Collected data:
- Opening Delimiter -

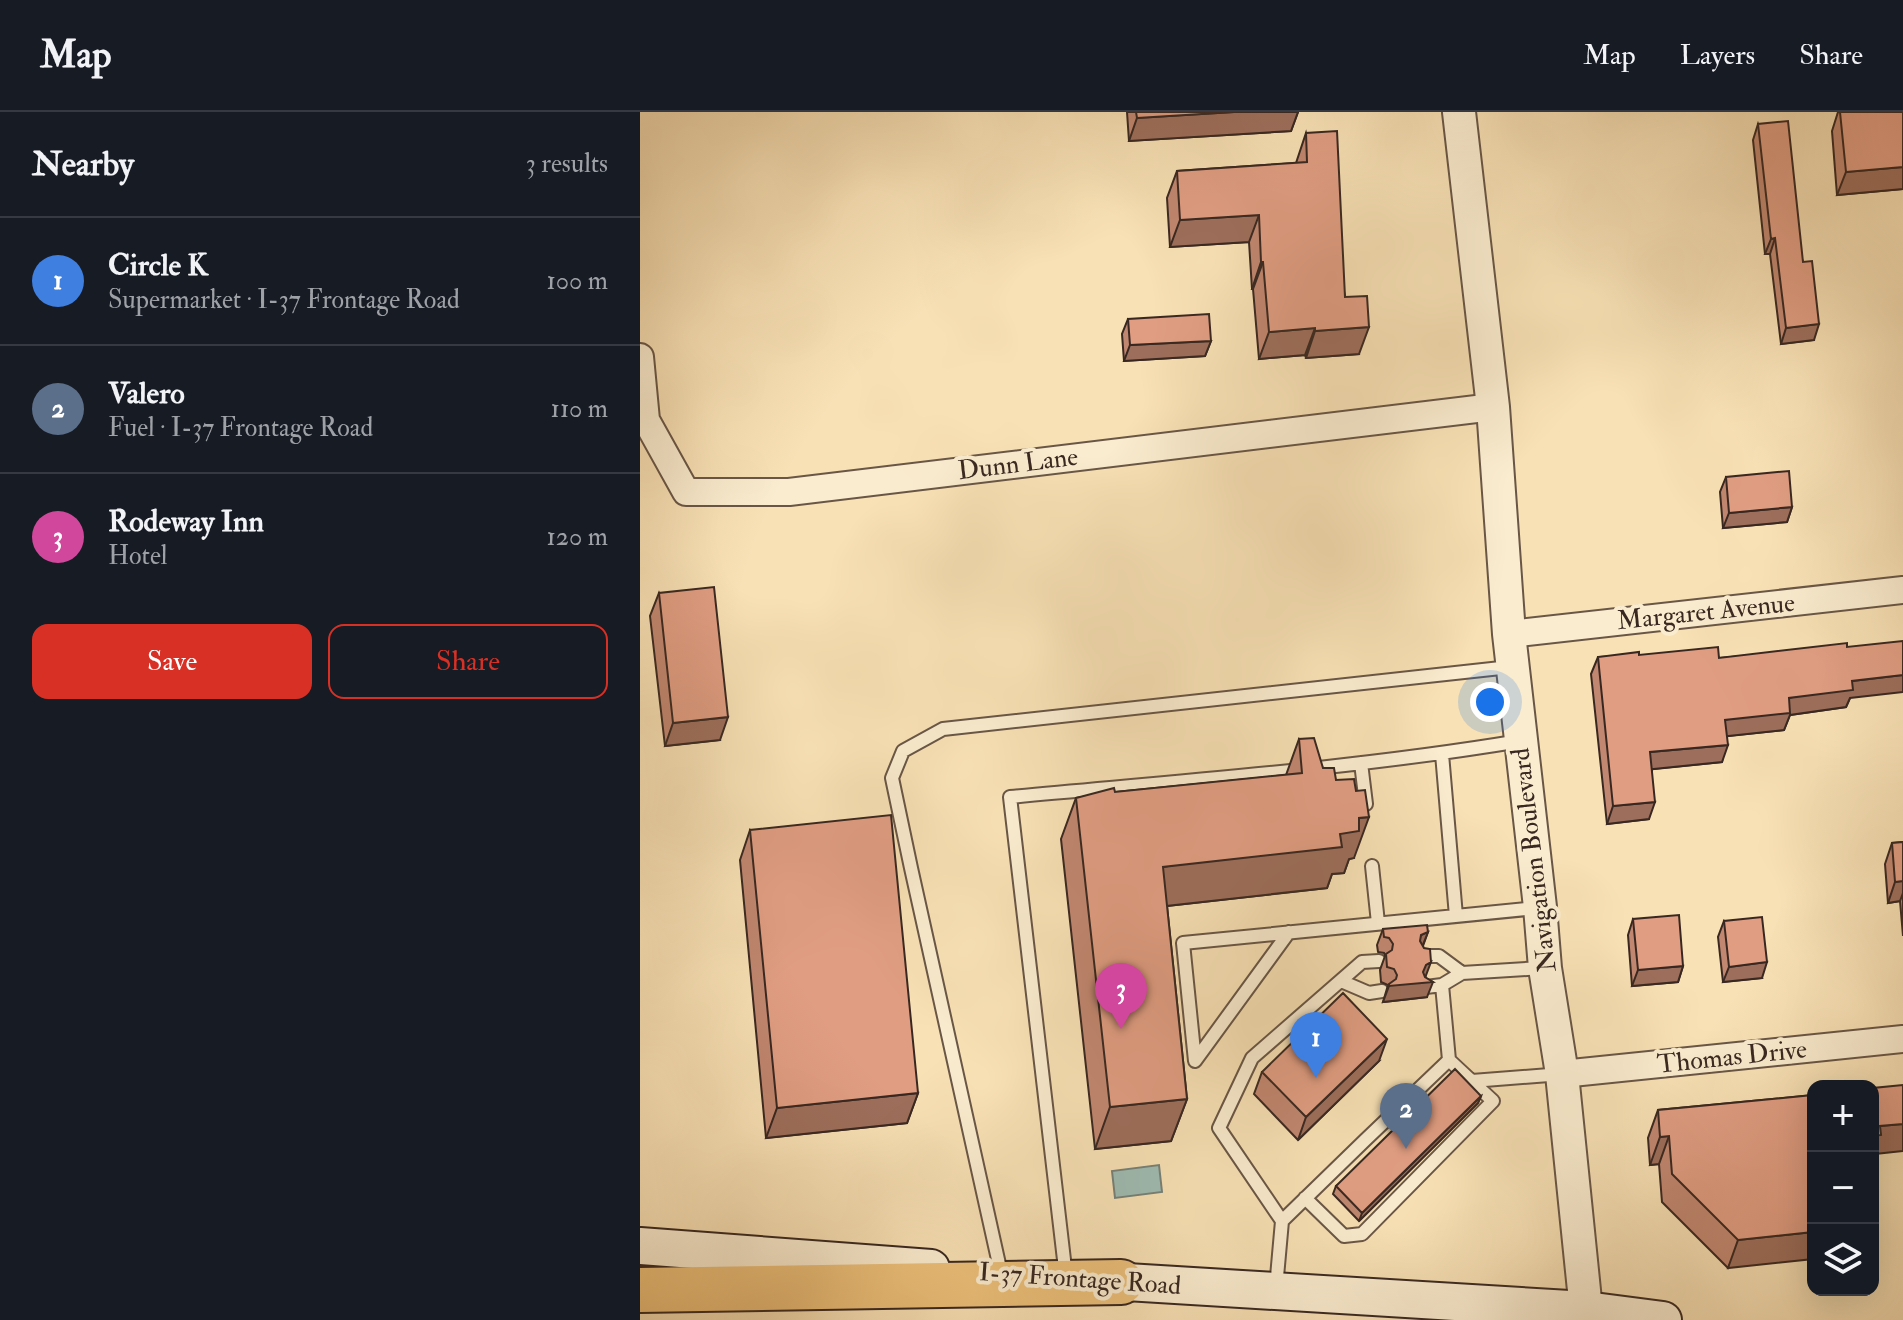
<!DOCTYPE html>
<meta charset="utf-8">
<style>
:root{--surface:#171b24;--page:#20242c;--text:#f1f3f6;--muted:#9ea1a6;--line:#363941;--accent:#d93025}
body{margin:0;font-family:"IM FELL Double Pica",serif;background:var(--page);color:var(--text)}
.controls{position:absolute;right:24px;bottom:24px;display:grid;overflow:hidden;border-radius:16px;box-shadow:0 8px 32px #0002}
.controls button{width:72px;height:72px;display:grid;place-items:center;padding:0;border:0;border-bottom:2px solid var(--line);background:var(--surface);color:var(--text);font:40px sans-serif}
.you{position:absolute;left:850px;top:590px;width:28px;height:28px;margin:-20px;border:6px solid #fff;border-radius:50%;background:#1a73e8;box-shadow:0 0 0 12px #1a73e833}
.badge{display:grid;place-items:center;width:52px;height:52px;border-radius:50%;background:var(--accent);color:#fff;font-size:26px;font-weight:700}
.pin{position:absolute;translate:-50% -66px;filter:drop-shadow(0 2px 4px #0008)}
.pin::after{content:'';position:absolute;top:42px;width:28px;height:24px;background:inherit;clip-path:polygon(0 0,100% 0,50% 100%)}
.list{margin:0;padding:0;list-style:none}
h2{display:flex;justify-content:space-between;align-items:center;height:104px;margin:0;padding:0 32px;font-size:34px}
h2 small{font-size:26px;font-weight:400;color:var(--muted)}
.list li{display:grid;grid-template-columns:52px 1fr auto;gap:24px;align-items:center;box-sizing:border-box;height:128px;padding:0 32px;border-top:2px solid var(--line)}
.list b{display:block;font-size:30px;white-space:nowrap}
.list p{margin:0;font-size:26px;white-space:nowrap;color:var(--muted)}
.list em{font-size:26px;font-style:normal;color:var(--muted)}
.actions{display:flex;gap:16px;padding:24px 32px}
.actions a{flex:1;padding:18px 0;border:2px solid var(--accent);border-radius:16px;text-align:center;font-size:28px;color:var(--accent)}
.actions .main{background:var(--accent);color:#fff}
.icon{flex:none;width:44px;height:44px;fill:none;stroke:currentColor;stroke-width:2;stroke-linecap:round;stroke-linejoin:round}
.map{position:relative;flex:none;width:1263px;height:1208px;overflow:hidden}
header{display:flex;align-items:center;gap:48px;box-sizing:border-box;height:112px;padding:0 40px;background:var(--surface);border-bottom:2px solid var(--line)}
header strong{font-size:38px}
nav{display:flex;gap:44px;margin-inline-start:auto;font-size:28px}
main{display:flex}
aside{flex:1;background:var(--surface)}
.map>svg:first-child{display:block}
</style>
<header>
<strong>Map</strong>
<nav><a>Map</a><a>Layers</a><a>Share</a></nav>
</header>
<main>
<aside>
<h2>Nearby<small>3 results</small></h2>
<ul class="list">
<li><span class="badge" style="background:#3f7fe0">1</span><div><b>Circle K</b><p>Supermarket · I-37 Frontage Road</p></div><em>100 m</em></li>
<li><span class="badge" style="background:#5c6f8a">2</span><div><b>Valero</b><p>Fuel · I-37 Frontage Road</p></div><em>110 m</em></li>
<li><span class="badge" style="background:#d1479c">3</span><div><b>Rodeway Inn</b><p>Hotel</p></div><em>120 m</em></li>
</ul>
<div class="actions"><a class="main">Save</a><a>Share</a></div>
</aside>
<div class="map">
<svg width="1263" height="1208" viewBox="0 0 1263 1208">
<rect width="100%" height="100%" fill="#f8e1b5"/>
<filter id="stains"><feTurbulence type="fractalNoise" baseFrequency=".0025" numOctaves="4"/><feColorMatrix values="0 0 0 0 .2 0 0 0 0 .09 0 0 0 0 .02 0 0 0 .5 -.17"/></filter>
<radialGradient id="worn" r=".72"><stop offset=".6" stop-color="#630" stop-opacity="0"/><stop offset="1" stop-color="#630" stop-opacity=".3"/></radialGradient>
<path fill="#9ebcb2" stroke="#768178" stroke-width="2" d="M519,1053l3,27 -47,6 -3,-27z"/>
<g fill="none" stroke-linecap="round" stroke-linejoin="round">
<defs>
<path id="service" d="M802,642l14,162
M721,651l5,41
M732,754l6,57
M649,820l-94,129 -12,-118 354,-35
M783,844h16l23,17
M701,869l28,12 13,-2
M802,873l7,75
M786,875l16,-2 20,-12 80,-5
M832,969l90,-7
M642,1109l-63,-93 33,-70 110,-96 17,-1
M361,1161l-90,-405 -19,-90 11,-27 40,-22 567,-62
M426,1165l-56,-480c170,-16 341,-28 510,-56
M636,1176l6,-67c55,-54 111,-108 167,-161l44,41 -131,133 -18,2 -39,-38"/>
<path id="minor" d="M0,245l6,63 40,72h103l704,-85
M869,522l394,-44
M922,962l341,-35"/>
<path id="tertiary" d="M819,0l34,295 16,227 31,273 5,61 17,106 24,236"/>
<path id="secondary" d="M0,1134l291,22
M454,1168l492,30 77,10"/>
<path id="motorway" d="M0,1178l481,-8"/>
</defs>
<use href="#service" stroke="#695646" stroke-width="16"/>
<use href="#minor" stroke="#695646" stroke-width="30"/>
<use href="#tertiary" stroke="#695646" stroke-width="36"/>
<use href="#secondary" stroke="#392821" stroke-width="40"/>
<use href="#motorway" stroke="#392821" stroke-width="48"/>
<use href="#service" stroke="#faeccf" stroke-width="12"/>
<use href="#minor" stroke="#faeccf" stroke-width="26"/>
<use href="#tertiary" stroke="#faeccf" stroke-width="32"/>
<use href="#secondary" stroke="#faeccf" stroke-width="36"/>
<use href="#motorway" stroke="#ecc07a" stroke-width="44"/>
</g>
<path fill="#c18770" stroke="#392821" stroke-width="2" d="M487,0h171l-7,19 -162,10z
M1198,0h65v77l-66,6 -5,-64z
M1118,12l45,138 11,78 -33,4 -11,-90h-5l-12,-114z
M666,21l53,221 -53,4 -1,-3 -46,4 -6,-70h-1l-3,-47 -79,5 -3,-49 10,-27 119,-8z
M488,207l83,22 -6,15 -81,5 -2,-27z
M1086,365l66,30 -5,15 -64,6 -3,-36z
M19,481l61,147 -55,6 -15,-130z
M1207,535l3,51 -4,9 -56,8 -6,15 -57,6 -5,26 -70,7 -3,50 -42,5 -16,-150 7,-17 41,-2 80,3z
M659,627l24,29 13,12 18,78 -5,1 -5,14 -12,1 -5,14 -160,18 20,193 -16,42 -76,8 -34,-310 15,-41 39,-6 171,-17z
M110,718l168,263 -11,30 -141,15 -26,-278z
M1263,730v94l-3,-35 -12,2 -3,-39 7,-21z
M993,807l50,47 -5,16 -46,4 -4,-51z
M1084,809l38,57 -39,4 -5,-45z
M743,817l45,3 -5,14 4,51 -44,5 5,-17 -7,-3 -1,-12 5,-14 -1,-3 -6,-1 -1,-7z
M739,949l-81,79 -44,-46 8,-22z
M1173,983l-85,173 -66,-66 -3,-38 -9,1 -2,-27 10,-28z
M841,984l-3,7 -119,118 -26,-27 3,-8z"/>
<path fill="#9d6e5b" stroke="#392821" stroke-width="2" d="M594,0h64l-7,19 -162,10 8,-23z
M1263,55v22l-66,6 9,-23z
M619,103l-10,27 -79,5 10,-27z
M1135,126l-5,16h-5l6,-15z
M621,150h2l-10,27h-1z
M1179,212l-5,16 -33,4 5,-16z
M729,215l-10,27 -53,4 9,-27z
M675,216l-10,27 -46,4 10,-27z
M571,229l-6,15 -81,5 6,-16z
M1152,395l-5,15 -64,6 6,-15z
M1263,563v17l-53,6 -4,9 -56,8 -6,15 -65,7 6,-17 64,-22 63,-17z
M88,605l-8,23 -55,6 8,-23z
M1088,633l-6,17 -78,8 6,-18z
M1015,690l-6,17 -42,5 6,-18z
M729,705l-15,41 -5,1 -5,14 -12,1 -5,14 -179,20 15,-41 177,-33 19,-16z
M1263,769v12l-3,8 -12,2 7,-21z
M788,820l-6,15 -6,4 5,-16z
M791,850l-6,16 8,4 -6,15 -44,5 6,-16z
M1127,850l-5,16 -39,4 6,-15z
M1043,854l-5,16 -46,4 6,-16z
M747,927l-8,22 -81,79 8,-23z
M278,981l-11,30 -141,15 11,-30z
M841,984l-3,7 -119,118 3,-8z
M547,987l-16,42 -76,8 15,-42z
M1263,1012v27l-28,3 -2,4v-22l7,-10z
M1029,1024l-10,28 -9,1 10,-28z
M1173,1120v27l-85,9 10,-28z"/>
<path fill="#e09d82" stroke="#392821" stroke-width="2" d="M496,0h98l-97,6z
M1200,0h63v55l-57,5z
M1148,9l15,141 9,-1 7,63 -33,4 -11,-90 -4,1 -13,-115z
M697,19l8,166 22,-1 2,31 -54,4v-3l-46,4 -6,-70h-2l-2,-47 -79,5 -3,-49 130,-9 -1,-29z
M569,202l2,27 -81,4 -2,-26z
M1149,359l3,36 -63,6 -3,-36z
M74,475l14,130 -55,6 -14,-130z
M1263,529v34l-51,6 1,9 -64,8 1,15 -65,7 3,25 -78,7 5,50 -42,4 -15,-149 41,-5v3l79,-8 1,11 128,-15v4z
M674,626l9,30h11l2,12 18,-1 2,12 9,-1 4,27 -10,1v13l-19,3 2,13 -179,20 24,232 -77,8 -34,-309 38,-10 1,4 187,-19 -3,-34z
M251,703l27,278 -141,15 -27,-278z
M1263,730v39l-8,1 -3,-39z
M1039,803l4,51 -45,4 -5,-51z
M1122,805l5,45 -38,5 -5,-46z
M787,813l1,7 -7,3 -1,6 4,7 6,1 1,13 -5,3 -3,7 2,5 8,5 -44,4v-2l7,-5 1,-4 -3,-6 -7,-2 -1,-13 6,-4 1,-6 -4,-6 -5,-1 -1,-8z
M703,881l44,46 -81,78 -44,-45z
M815,957l26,27 -119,117 -26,-27z
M1263,973v39l-23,2 1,9 -8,1v-48z
M1173,983v137l-75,8 -66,-66 -3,-38 -9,1 -2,-27z"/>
<g text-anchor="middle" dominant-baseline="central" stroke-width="8" stroke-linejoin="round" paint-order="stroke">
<g font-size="26" fill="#392821" stroke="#faeccf">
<text transform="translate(378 352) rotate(-7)">Dunn Lane</text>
<text transform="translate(1066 500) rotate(-6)">Margaret Avenue</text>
<text transform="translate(894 748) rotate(-97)">Navigation Boulevard</text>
<text transform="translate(1092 945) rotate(-6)">Thomas Drive</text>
<text transform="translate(440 1167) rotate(4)">I-37 Frontage Road</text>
</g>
</g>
<rect width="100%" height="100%" filter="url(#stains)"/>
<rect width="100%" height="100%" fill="url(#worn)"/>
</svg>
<div class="controls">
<button>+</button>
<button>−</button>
<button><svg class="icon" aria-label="layers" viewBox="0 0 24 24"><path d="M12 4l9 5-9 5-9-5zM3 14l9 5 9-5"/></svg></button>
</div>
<div class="you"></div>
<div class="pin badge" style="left:676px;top:966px;background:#3f7fe0">1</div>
<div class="pin badge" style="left:766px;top:1037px;background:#5c6f8a">2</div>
<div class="pin badge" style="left:481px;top:917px;background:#d1479c">3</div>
</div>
</main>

- Closing Delimiter -

Task goal: Search the data above for lines holding "worn" and copy each of them.

Answer space:
<radialGradient id="worn" r=".72"><stop offset=".6" stop-color="#630" stop-opacity="0"/><stop offset="1" stop-color="#630" stop-opacity=".3"/></radialGradient>
<rect width="100%" height="100%" fill="url(#worn)"/>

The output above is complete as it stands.